Il existe bien des outils documentaires, des sites Internet et autres plateformes qui expliquent la méthodologie. Il y a également des outils d'information sur les risques chimiques (voir article page 30), d'autres de repérage des substances les plus dangereuses. Et aussi des exemples de substitution réussie. Mais la question principale est de savoir si, au-delà des préventeurs et experts du domaine, les entreprises, en particulier les TPE-PME, peuvent s'emparer spontanément de ces outils et dans quelle mesure cela les incite à s'engager dans une telle démarche.
La réponse n'est pas évidente. Une étude commandée par la Commission européenne a montré que la principale motivation des entreprises pour s'engager dans la substitution était d'ordre économique : coûts, ressources, concurrence... Ou liée à une contrainte réglementaire, c'est-à-dire à l'interdiction d'utiliser une substance ou un procédé. L'exemple de l'interdiction progressive de l'emploi du perchloroéthylène dans les pressings en France en est une parfaite illustration. Toutes les entreprises devront avoir abandonné les dispositifs utilisant ce solvant à l'horizon 2022. Pas le choix, il faut faire autrement !
Quel contrôle ?
Ce type de situation n'est pas pour autant simple à traiter. Il faut pouvoir trouver sur le marché des dispositifs ou des produits techniquement satisfaisants pour remplacer celui qui fait l'objet de l'interdiction. En outre, l'obligation de substitution, pour être respectée, suppose un contrôle de sa mise en oeuvre. Les agents en charge de ce contrôle, à la Sécurité sociale ou à l'Inspection du travail, ont-ils aujourd'hui les moyens de l'effectuer de façon pertinente ? Outre les savoirs techniques et scientifiques nécessaires, il faut bien connaître les spécificités des installations de l'entreprise concernée.
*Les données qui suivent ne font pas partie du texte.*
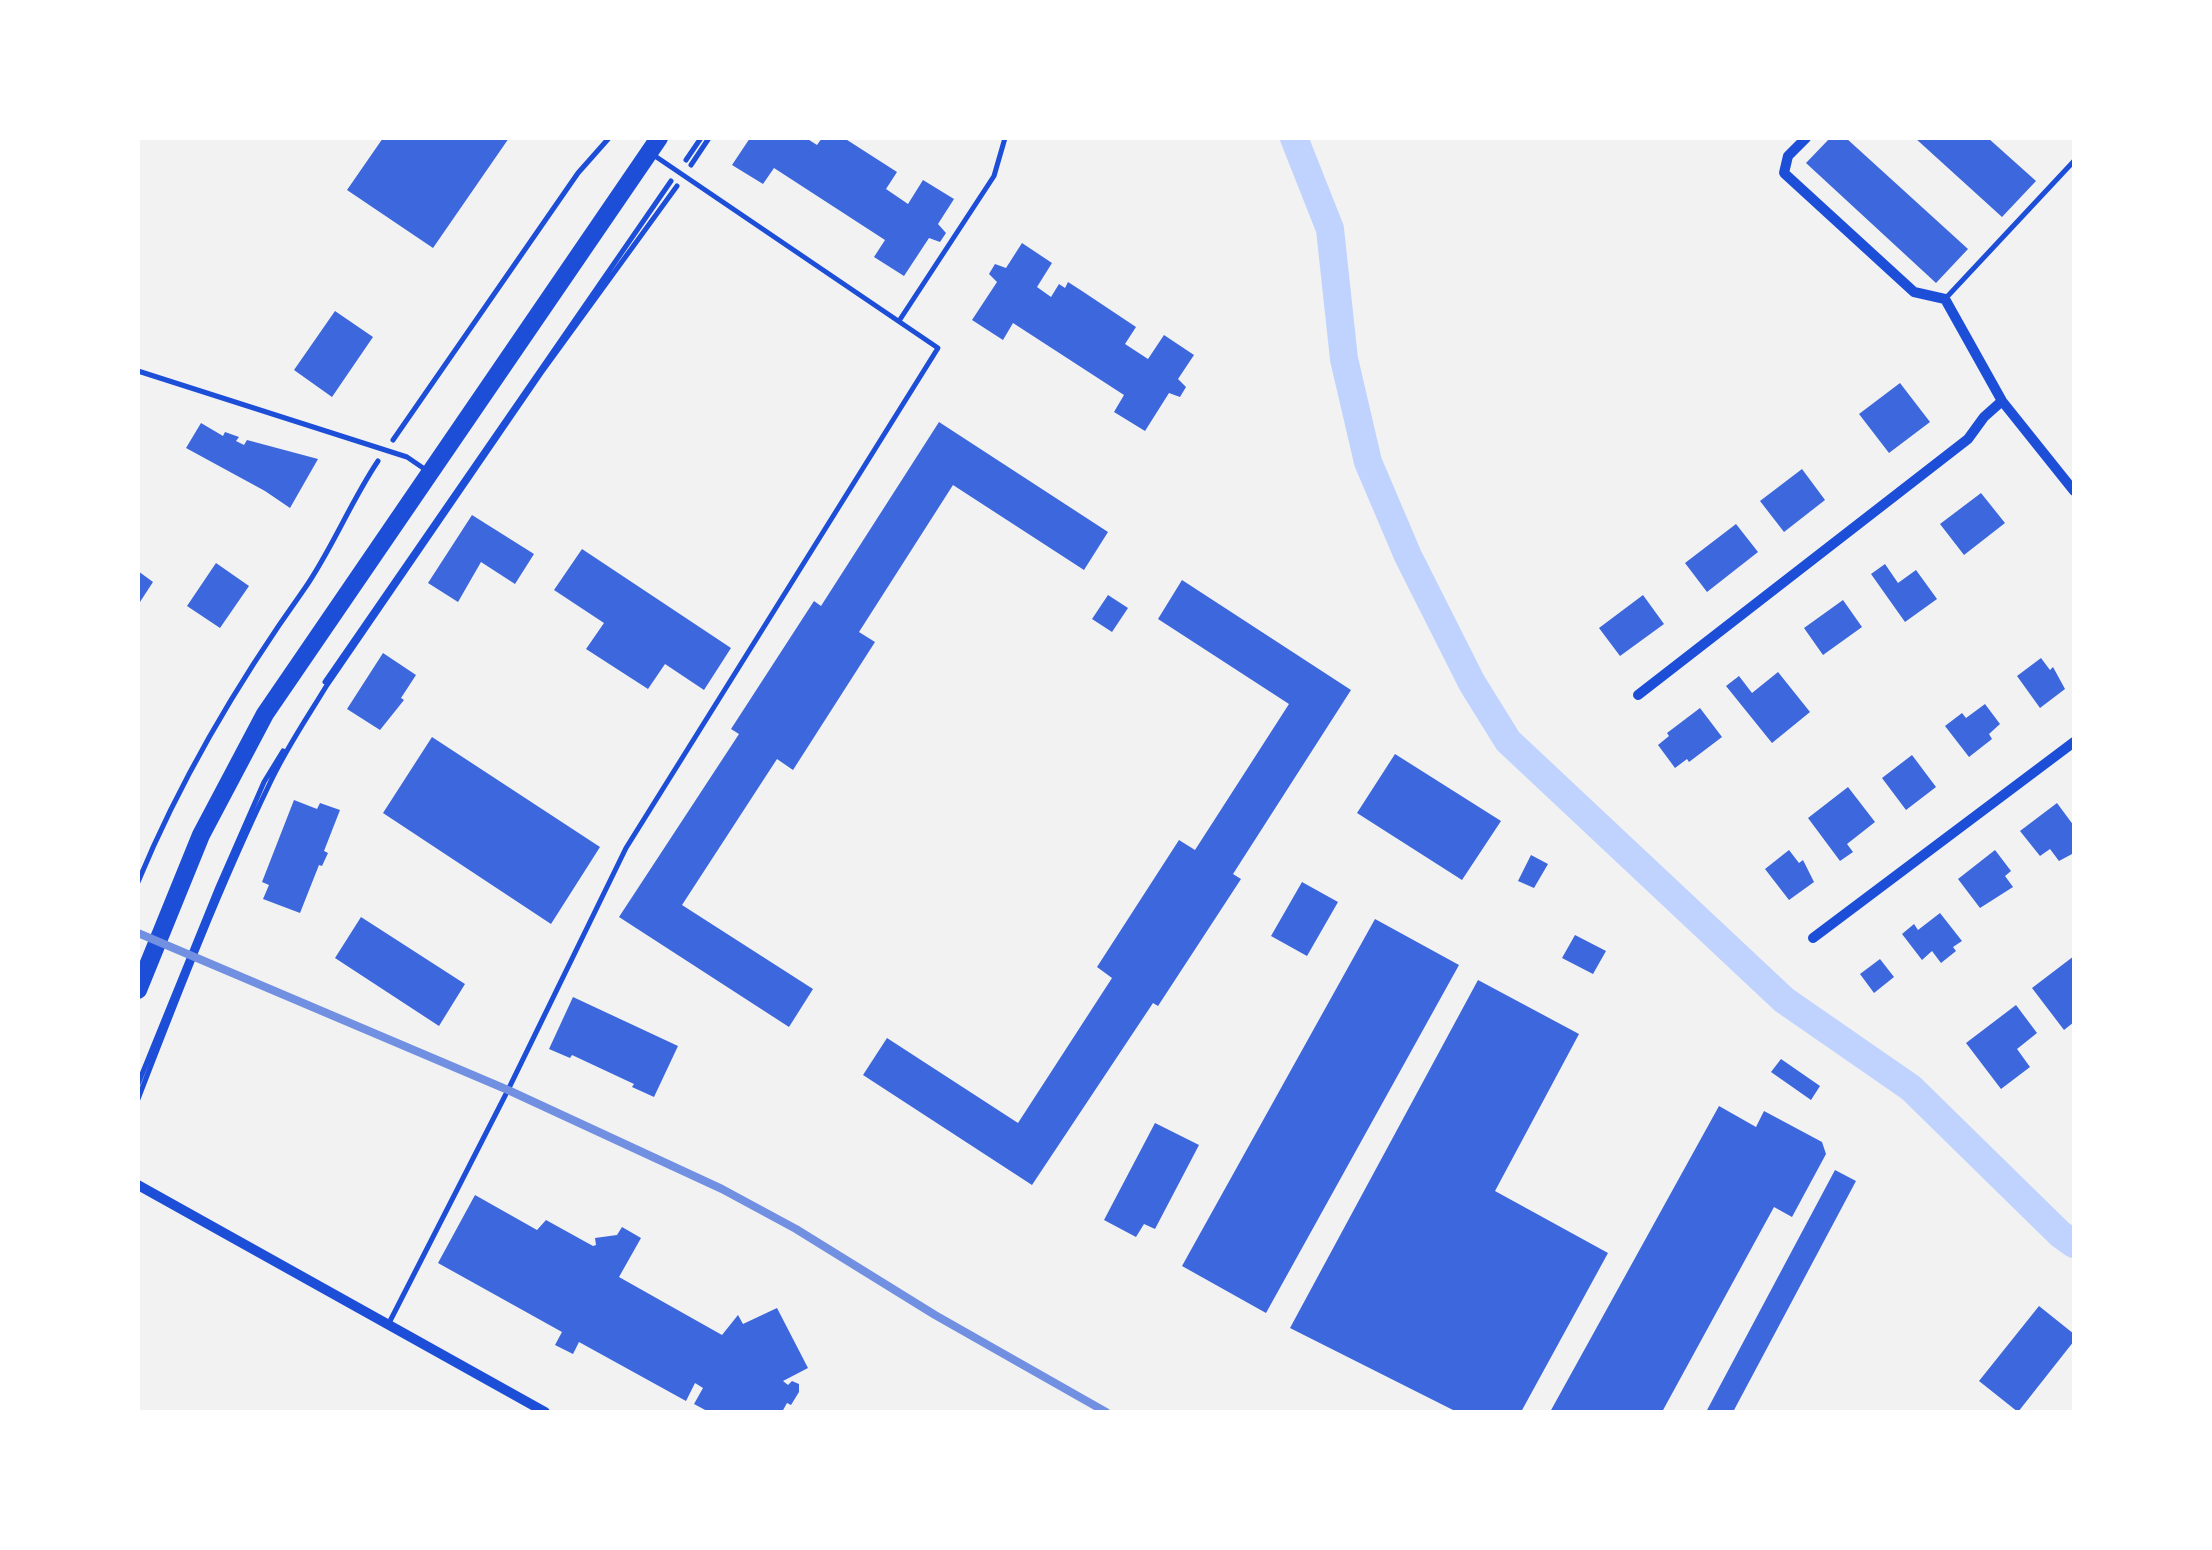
<!DOCTYPE html>
<html>
<head>
<meta charset="utf-8">
<style>
  body { margin:0 }
  #map { position:relative; width:2212px; height:1550px; overflow:hidden; background:#f2f2f2; font-family:"Noto Sans",sans-serif }
  canvas { display:block }
  .frame { position:absolute; inset:0; border:140px solid #fff; pointer-events:none }
</style>
</head>
<body>
<div id="map">
<canvas width="2212" height="1550"></canvas>
<div class="frame"></div>
</div>
<script>
const c = document.querySelector('canvas').getContext('2d');
c.lineJoin = 'round';
function trace(path, color, width, dash) { c.strokeStyle = color; c.lineWidth = width; c.lineCap = dash ? 'butt' : 'round'; c.setLineDash(dash || []); c.stroke(path); }
function fill(path, color) { c.fillStyle = color; c.fill(path, 'evenodd'); }
trace(new Path2D(`
  M 1294,138 L 1330,229 L 1344,359 L 1368,462 L 1408,556 L 1472,683 L 1508,741 L 1784,1000 L 1911,1088 L 2060,1234 L 2074,1244`), '#bfd3fe', 28);
fill(new Path2D(`
  M 383,138 L 509,138 L 433,248 L 347,190 Z
  M 750,138 L 806,138 L 817,145 L 822,138 L 844,138 L 897,172 L 886,189 L 908,204 L 923,180 L 954,199 L 938,224 L 946,233 L 940,242 L 929,238 L 904,276 L 874,257 L 885,240 L 774,168 L 763,184 L 732,165 Z
  M 1830,138 L 1846,138 L 1968,249 L 1936,283 L 1806,163 Z
  M 1915,138 L 1988,138 L 2036,181 L 2002,217 Z
  M 1022,243 L 1052,263 L 1037,287 L 1051,297 L 1059,284 L 1065,288 L 1068,282 L 1082,291 L 1136,327 L 1125,344 L 1148,359 L 1164,335 L 1194,355 L 1178,379 L 1186,387 L 1180,397 L 1169,393 L 1145,431 L 1114,412 L 1124,395 L 1013,323 L 1003,340 L 972,320 L 997,282 L 989,274 L 995,264 L 1006,268 Z
  M 335,311 L 373,337 L 332,397 L 294,370 Z
  M 1900,383 L 1930,422 L 1889,453 L 1859,414 Z
  M 939,422 L 1108,532 L 1084,570 L 953,485 L 859,632 L 875,642 L 793,770 L 777,759 L 682,905 L 813,989 L 789,1027 L 619,917 L 739,734 L 731,729 L 814,601 L 821,606 Z
  M 201,423 L 223,436 L 225,432 L 239,437 L 236,441 L 244,445 L 247,440 L 318,459 L 290,508 L 265,491 L 186,448 Z
  M 1802,469 L 1825,500 L 1784,532 L 1760,501 Z
  M 1981,493 L 2005,523 L 1964,555 L 1940,524 Z
  M 472,515 L 534,554 L 515,584 L 481,562 L 458,602 L 428,583 Z
  M 1736,524 L 1758,552 L 1707,592 L 1685,563 Z
  M 582,549 L 731,648 L 704,690 L 665,664 L 648,689 L 586,649 L 604,623 L 554,590 Z
  M 216,563 L 249,586 L 220,628 L 187,606 Z
  M 1885,564 L 1898,583 L 1916,570 L 1937,599 L 1905,622 L 1871,574 Z
  M 138,571 L 153,582 L 138,605 Z
  M 1182,580 L 1351,690 L 1233,874 L 1241,879 L 1158,1006 L 1153,1003 L 1032,1185 L 863,1075 L 887,1038 L 1018,1123 L 1112,978 L 1097,967 L 1179,840 L 1195,850 L 1289,704 L 1158,619 Z
  M 1108,595 L 1128,608 L 1112,632 L 1092,619 Z
  M 1643,595 L 1664,624 L 1620,656 L 1599,628 Z
  M 1843,600 L 1862,627 L 1823,655 L 1804,628 Z
  M 383,653 L 416,675 L 401,698 L 404,700 L 380,730 L 347,709 Z
  M 2041,658 L 2050,670 L 2053,667 L 2065,689 L 2040,708 L 2017,676 Z
  M 1778,672 L 1810,712 L 1772,743 L 1726,686 L 1739,676 L 1752,693 Z
  M 1985,704 L 2000,724 L 1989,734 L 1992,739 L 1969,757 L 1945,726 L 1962,713 L 1966,718 Z
  M 1700,708 L 1722,737 L 1689,762 L 1687,759 L 1675,768 L 1658,745 L 1669,736 L 1667,733 Z
  M 432,737 L 600,847 L 551,924 L 383,813 Z
  M 1395,754 L 1501,821 L 1462,880 L 1357,813 Z
  M 1912,755 L 1936,787 L 1906,810 L 1882,778 Z
  M 1848,787 L 1875,822 L 1847,844 L 1853,852 L 1840,861 L 1808,818 Z
  M 294,800 L 317,809 L 320,803 L 340,810 L 324,851 L 328,853 L 322,866 L 319,865 L 300,913 L 263,899 L 269,885 L 262,882 Z
  M 2057,803 L 2074,826 L 2072,854 L 2059,861 L 2050,849 L 2040,856 L 2020,831 Z
  M 1789,850 L 1799,863 L 1803,860 L 1814,882 L 1789,900 L 1765,869 Z
  M 1995,850 L 2011,871 L 2005,876 L 2013,887 L 1980,908 L 1958,879 Z
  M 1531,855 L 1548,864 L 1534,888 L 1518,881 Z
  M 1302,882 L 1338,902 L 1307,956 L 1271,936 Z
  M 1940,913 L 1962,941 L 1953,947 L 1956,951 L 1941,963 L 1932,951 L 1922,960 L 1902,934 L 1914,924 L 1918,930 Z
  M 361,917 L 465,984 L 439,1026 L 335,958 Z
  M 1375,919 L 1459,965 L 1266,1313 L 1182,1266 Z
  M 1575,935 L 1606,951 L 1593,974 L 1562,958 Z
  M 2074,956 L 2074,1022 L 2064,1030 L 2032,988 Z
  M 1880,959 L 1894,977 L 1874,993 L 1860,974 Z
  M 1478,980 L 1579,1034 L 1495,1191 L 1608,1253 L 1521,1412 L 1457,1412 L 1290,1328 Z
  M 573,997 L 678,1046 L 654,1097 L 632,1087 L 634,1084 L 572,1055 L 570,1058 L 549,1049 Z
  M 2016,1005 L 2037,1033 L 2017,1049 L 2030,1067 L 2001,1089 L 1966,1043 Z
  M 1781,1059 L 1820,1086 L 1811,1100 L 1771,1072 Z
  M 1719,1106 L 1756,1127 L 1764,1111 L 1822,1142 L 1826,1154 L 1792,1217 L 1774,1207 L 1662,1412 L 1550,1412 Z
  M 1155,1123 L 1199,1145 L 1155,1229 L 1144,1224 L 1136,1237 L 1104,1220 Z
  M 1835,1170 L 1856,1181 L 1733,1412 L 1706,1412 Z
  M 475,1195 L 537,1230 L 546,1220 L 593,1246 L 596,1245 L 595,1238 L 617,1235 L 622,1227 L 641,1238 L 619,1277 L 722,1335 L 738,1315 L 743,1324 L 777,1308 L 808,1368 L 783,1381 L 788,1385 L 792,1381 L 799,1384 L 799,1392 L 791,1405 L 787,1403 L 782,1412 L 709,1412 L 694,1404 L 703,1388 L 695,1383 L 686,1401 L 579,1342 L 573,1354 L 555,1345 L 562,1332 L 438,1263 Z
  M 2039,1306 L 2074,1334 L 2074,1341 L 2018,1412 L 1979,1381 Z`), '#3d67dc');
trace(new Path2D(`
  M 686,160 L 701,138
  M 691,165 L 709,138
  M 393,440 L 578,173 L 609,138
  M 325,682 L 671,181
  M 138,882 C 181,778 240,679 305,588 C 332,549 351,501 378,461
  M 138,1084 L 218,887 L 264,782 L 283,751
  M 138,1099 C 179,993 220,887 269,785 C 285,750 307,718 327,685 L 541,373 L 677,186`), '#1d4ed8', 5);
trace(new Path2D(`
  M 1945,299 L 2074,161
  M 899,321 L 994,176 L 1005,138
  M 138,371 L 407,457 L 426,470
  M 388,1325 L 508,1090 L 626,848 L 938,348 L 652,154`), '#1d4ed8', 5);
trace(new Path2D(`
  M 1806,138 L 1788,156 L 1784,173 L 1914,292 L 1945,299 L 2002,401 L 2074,491
  M 1638,695 L 1968,439 L 1984,417 L 2002,401
  M 1813,938 L 2074,742
  M 138,1185 L 545,1412`), '#1d4ed8', 10);
trace(new Path2D(`
  M 138,990 L 201,835 L 265,714 L 659,138`), '#1d4ed8', 18);
trace(new Path2D(`
  M 138,933 L 508,1090 L 722,1189 L 796,1229 L 935,1315 L 1106,1412`), '#7290e2', 8);
</script>
</body>
</html>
Ne faudrait-il pas plutôt simplifier ledit contrôle, en laissant à l'entreprise l'initiative du moyen pour répondre à un objectif simple : la réduction et l'élimination d'un polluant dangereux, dans un temps à déterminer ?
La réponse se situe peut-être en partie outre-Atlantique. L'Etat américain du Massachusetts a en effet mis en place en 1989 un dispositif intéressant : le Toxic Use Reduction Act. Il impose aux entreprises employant des produits toxiques de déclarer les quantités utilisées dans leur production et celles rejetées sous forme de déchets. Cette déclaration doit s'accompagner d'un plan destiné à réduire l'usage des substances dangereuses, voire à les substituer. Les entreprises concernées s'acquittent d'une taxe qui finance un dispositif d'accompagnement personnalisé, en vue d'atteindre l'objectif visé : une réduction globale de 50 % de l'utilisation des produits toxiques. D'après l'institut en charge de la mise en oeuvre du programme, le pari a été tenu. Ce type de dispositif pourrait-il être appliqué en France ? Dans son rapport, Paul Frimat évoque l'idée d'une taxe sur les produits les plus dangereux, "afin de favoriser l'application du principe de substitution inscrit dans le Code du travail". A suivre.